PROVIDED RECORDS: Begin

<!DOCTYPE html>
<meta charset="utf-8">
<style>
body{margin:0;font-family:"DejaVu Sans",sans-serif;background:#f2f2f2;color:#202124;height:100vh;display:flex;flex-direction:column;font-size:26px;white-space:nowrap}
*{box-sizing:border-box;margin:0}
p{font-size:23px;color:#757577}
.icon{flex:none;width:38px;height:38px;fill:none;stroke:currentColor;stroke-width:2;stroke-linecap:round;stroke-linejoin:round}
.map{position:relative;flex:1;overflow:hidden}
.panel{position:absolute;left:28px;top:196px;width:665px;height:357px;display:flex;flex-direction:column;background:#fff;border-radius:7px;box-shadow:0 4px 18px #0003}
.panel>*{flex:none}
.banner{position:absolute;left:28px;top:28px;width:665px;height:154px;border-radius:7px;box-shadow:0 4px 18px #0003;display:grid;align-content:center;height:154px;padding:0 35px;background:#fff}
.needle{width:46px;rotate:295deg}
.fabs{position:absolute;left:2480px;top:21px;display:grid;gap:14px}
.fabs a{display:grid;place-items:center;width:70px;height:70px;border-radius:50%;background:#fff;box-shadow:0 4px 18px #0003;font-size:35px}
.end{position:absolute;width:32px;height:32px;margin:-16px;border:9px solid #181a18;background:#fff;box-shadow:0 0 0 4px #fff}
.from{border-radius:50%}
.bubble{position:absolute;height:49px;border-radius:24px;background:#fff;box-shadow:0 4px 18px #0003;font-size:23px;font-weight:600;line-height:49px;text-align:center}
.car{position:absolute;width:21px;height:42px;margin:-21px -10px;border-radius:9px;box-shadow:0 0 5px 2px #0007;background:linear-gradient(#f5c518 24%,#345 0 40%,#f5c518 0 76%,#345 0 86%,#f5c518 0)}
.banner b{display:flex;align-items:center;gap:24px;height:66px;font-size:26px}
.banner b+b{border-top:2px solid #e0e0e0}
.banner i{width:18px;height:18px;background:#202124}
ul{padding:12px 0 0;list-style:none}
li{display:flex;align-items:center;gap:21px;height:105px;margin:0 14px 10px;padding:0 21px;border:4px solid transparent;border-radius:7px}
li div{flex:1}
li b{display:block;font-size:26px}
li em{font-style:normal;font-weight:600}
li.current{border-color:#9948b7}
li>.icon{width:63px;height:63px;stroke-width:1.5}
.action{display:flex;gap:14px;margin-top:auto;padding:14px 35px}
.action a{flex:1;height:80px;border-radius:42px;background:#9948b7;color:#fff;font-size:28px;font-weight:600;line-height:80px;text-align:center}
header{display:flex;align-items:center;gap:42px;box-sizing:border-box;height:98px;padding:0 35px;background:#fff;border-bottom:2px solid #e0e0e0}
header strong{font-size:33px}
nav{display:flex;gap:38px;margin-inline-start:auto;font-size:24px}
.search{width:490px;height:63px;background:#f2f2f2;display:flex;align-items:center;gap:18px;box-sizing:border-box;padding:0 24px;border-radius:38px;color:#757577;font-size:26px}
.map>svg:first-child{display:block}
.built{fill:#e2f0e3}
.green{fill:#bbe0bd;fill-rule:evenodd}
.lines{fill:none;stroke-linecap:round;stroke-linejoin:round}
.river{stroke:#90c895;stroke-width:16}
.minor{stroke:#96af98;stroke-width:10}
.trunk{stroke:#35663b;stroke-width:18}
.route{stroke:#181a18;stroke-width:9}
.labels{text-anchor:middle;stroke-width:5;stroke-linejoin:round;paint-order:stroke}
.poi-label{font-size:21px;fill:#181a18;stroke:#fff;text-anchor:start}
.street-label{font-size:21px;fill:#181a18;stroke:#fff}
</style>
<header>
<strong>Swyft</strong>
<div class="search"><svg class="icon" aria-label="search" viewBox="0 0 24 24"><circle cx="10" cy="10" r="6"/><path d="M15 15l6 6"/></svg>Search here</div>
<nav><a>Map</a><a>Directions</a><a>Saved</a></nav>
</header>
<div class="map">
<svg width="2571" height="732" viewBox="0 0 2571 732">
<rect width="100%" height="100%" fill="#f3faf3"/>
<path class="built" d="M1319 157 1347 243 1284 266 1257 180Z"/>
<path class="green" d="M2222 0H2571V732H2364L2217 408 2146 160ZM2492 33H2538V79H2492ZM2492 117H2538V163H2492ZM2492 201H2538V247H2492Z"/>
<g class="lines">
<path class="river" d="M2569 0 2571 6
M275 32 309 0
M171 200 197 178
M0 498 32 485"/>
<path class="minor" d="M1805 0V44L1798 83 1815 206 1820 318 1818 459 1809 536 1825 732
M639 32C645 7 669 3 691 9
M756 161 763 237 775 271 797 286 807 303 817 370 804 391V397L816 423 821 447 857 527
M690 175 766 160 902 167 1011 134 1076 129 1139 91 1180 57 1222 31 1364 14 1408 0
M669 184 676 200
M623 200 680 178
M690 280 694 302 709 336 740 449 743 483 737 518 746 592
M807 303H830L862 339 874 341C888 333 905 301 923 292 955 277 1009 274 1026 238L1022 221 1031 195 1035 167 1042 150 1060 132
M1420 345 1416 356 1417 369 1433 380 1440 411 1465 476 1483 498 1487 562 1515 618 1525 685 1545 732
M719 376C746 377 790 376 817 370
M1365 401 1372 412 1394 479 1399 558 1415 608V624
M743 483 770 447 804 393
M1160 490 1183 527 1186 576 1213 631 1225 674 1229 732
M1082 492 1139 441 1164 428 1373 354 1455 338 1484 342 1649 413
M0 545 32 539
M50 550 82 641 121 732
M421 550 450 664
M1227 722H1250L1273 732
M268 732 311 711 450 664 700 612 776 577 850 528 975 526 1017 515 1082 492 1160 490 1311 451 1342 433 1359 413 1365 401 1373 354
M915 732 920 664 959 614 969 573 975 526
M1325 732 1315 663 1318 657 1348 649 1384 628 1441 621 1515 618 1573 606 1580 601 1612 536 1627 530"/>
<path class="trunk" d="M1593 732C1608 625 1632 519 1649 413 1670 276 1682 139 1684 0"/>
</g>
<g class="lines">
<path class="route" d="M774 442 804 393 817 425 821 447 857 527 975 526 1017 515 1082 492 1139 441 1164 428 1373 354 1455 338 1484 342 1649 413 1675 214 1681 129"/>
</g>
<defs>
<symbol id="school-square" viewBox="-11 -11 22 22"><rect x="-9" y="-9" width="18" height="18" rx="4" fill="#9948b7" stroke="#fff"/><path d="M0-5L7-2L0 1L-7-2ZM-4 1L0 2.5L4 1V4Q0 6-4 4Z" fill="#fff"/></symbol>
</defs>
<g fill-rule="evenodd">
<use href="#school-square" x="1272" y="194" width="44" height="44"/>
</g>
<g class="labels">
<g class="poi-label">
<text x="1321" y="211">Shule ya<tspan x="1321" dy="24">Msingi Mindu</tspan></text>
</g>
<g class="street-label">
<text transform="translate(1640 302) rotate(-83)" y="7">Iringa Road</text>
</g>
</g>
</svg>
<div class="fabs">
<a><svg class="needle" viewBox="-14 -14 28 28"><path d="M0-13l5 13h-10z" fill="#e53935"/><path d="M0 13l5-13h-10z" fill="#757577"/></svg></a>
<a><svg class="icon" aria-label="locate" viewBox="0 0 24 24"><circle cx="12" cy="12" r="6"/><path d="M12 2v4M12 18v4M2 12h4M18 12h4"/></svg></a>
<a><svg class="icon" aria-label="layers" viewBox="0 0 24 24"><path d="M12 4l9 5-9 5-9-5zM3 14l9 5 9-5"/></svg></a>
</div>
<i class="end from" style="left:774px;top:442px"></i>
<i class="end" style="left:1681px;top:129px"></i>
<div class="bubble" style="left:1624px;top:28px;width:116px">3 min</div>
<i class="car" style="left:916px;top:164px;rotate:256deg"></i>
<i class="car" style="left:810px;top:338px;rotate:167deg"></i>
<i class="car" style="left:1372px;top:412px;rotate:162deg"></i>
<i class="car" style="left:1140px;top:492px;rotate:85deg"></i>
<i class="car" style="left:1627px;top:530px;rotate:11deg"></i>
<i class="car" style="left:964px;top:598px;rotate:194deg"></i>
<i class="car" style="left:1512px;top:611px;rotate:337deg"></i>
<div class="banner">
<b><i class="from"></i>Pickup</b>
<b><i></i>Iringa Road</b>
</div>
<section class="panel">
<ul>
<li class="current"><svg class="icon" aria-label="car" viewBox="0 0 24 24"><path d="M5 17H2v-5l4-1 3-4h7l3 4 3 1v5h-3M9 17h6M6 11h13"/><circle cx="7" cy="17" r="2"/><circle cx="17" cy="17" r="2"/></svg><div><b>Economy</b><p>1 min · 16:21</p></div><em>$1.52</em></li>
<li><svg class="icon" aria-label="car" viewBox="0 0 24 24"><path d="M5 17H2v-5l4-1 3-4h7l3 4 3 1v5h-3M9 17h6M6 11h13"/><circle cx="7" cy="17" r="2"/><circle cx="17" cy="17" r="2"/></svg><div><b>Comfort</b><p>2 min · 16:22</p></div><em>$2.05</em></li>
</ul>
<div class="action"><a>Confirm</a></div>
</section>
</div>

PROVIDED RECORDS: End

Within the records above, how many lines include the word "rule"? Only the number is wanted.

SOLUTION TO THE EXERCISE: 2